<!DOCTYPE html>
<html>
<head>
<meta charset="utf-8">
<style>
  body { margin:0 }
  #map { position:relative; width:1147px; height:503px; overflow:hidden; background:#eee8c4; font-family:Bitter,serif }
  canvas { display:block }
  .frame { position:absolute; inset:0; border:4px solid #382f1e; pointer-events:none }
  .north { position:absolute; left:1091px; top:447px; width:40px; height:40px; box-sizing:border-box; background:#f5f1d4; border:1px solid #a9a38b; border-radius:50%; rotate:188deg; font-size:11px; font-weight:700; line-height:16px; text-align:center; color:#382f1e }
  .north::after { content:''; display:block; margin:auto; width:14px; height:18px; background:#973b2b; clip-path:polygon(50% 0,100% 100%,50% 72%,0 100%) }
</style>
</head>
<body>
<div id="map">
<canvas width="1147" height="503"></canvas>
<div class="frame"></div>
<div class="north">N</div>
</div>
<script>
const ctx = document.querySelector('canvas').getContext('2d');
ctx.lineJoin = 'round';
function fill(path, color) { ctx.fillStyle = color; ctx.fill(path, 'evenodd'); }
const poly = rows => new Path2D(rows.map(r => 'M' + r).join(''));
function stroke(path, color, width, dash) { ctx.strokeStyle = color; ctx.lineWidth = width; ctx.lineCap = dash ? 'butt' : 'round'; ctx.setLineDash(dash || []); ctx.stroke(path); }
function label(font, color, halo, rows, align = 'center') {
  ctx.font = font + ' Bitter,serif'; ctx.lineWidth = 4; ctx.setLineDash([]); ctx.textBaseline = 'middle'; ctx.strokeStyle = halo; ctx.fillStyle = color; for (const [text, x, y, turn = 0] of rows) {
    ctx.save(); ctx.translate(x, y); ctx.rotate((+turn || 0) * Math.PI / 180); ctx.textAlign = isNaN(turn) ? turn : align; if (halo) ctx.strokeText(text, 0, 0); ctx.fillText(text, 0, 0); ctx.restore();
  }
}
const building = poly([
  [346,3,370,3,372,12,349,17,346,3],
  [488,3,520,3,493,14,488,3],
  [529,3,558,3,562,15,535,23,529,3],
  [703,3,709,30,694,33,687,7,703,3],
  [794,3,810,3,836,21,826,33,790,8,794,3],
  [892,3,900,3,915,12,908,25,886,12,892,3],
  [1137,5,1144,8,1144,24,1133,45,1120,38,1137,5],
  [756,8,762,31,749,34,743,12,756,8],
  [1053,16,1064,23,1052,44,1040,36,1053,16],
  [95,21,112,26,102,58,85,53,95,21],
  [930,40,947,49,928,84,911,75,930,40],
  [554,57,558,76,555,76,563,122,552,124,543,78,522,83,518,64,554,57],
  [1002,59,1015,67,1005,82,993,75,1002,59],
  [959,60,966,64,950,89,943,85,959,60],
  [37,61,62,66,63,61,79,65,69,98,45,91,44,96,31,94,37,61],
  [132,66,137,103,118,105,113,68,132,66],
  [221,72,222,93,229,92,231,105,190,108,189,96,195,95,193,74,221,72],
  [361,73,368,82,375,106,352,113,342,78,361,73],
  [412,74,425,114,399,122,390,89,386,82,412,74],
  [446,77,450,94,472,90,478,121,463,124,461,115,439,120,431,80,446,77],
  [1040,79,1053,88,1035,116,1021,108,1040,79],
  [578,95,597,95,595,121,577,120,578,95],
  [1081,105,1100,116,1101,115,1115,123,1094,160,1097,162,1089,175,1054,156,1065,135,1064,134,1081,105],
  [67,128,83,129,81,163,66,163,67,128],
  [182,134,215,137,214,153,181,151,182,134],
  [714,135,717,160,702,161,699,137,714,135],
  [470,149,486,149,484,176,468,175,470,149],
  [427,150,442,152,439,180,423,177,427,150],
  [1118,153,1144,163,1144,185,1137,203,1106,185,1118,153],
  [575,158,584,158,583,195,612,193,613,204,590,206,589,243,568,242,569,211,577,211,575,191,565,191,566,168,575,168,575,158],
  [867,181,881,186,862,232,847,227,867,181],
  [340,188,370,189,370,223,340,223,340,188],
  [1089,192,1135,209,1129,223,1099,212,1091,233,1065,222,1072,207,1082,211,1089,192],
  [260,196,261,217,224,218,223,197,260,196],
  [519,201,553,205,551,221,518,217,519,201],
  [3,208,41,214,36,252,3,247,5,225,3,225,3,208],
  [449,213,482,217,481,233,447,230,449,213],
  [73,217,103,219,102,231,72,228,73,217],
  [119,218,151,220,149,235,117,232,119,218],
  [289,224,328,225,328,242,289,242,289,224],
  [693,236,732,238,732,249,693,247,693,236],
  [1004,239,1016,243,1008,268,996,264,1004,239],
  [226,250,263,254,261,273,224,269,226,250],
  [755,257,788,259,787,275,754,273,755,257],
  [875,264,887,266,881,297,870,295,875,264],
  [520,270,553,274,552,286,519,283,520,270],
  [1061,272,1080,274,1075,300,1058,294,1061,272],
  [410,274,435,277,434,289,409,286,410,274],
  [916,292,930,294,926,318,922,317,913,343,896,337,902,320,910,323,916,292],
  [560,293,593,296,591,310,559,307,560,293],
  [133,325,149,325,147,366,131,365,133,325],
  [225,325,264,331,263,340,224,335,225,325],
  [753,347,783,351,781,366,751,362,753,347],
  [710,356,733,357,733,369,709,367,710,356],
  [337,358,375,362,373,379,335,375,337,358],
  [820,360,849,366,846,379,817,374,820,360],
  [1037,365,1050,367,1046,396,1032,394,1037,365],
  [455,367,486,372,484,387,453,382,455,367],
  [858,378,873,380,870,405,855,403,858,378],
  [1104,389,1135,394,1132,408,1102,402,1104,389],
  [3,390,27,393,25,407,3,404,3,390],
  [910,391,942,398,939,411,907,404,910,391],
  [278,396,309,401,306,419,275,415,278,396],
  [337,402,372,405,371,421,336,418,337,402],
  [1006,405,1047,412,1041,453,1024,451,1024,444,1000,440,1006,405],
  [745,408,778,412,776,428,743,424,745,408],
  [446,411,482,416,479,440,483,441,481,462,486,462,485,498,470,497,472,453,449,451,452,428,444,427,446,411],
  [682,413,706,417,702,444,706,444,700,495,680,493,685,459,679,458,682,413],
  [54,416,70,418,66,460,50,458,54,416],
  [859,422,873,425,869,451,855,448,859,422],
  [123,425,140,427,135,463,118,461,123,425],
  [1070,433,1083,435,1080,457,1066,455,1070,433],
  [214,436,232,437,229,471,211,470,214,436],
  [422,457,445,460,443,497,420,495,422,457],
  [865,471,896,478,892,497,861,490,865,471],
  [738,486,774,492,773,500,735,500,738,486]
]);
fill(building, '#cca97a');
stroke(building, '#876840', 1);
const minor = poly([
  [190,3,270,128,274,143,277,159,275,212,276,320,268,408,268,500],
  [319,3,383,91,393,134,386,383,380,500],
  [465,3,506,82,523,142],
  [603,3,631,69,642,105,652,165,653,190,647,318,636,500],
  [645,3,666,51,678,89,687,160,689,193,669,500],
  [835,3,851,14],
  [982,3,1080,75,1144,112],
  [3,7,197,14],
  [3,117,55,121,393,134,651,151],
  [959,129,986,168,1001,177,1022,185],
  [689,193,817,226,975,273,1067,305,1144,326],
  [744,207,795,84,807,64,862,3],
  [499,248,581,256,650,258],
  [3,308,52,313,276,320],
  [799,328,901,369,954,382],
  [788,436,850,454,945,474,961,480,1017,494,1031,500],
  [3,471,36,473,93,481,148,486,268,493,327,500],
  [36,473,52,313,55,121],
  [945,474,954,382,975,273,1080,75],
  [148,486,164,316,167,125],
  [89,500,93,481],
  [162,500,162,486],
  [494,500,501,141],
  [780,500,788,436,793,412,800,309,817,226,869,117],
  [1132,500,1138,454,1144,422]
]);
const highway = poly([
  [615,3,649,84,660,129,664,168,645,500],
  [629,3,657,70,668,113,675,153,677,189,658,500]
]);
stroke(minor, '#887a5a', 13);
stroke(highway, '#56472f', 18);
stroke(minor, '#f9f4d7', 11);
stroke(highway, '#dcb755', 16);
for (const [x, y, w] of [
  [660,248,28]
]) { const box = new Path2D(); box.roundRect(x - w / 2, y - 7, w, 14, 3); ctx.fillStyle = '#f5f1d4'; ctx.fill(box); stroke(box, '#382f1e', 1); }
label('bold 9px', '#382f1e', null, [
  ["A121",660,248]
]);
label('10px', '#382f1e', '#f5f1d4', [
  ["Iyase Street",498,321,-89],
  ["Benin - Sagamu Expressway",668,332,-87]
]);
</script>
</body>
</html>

=== Exercise directions ===
Write only the number of lines in the material above where the string "strokeStyle" occurs.

=== Written response ===
2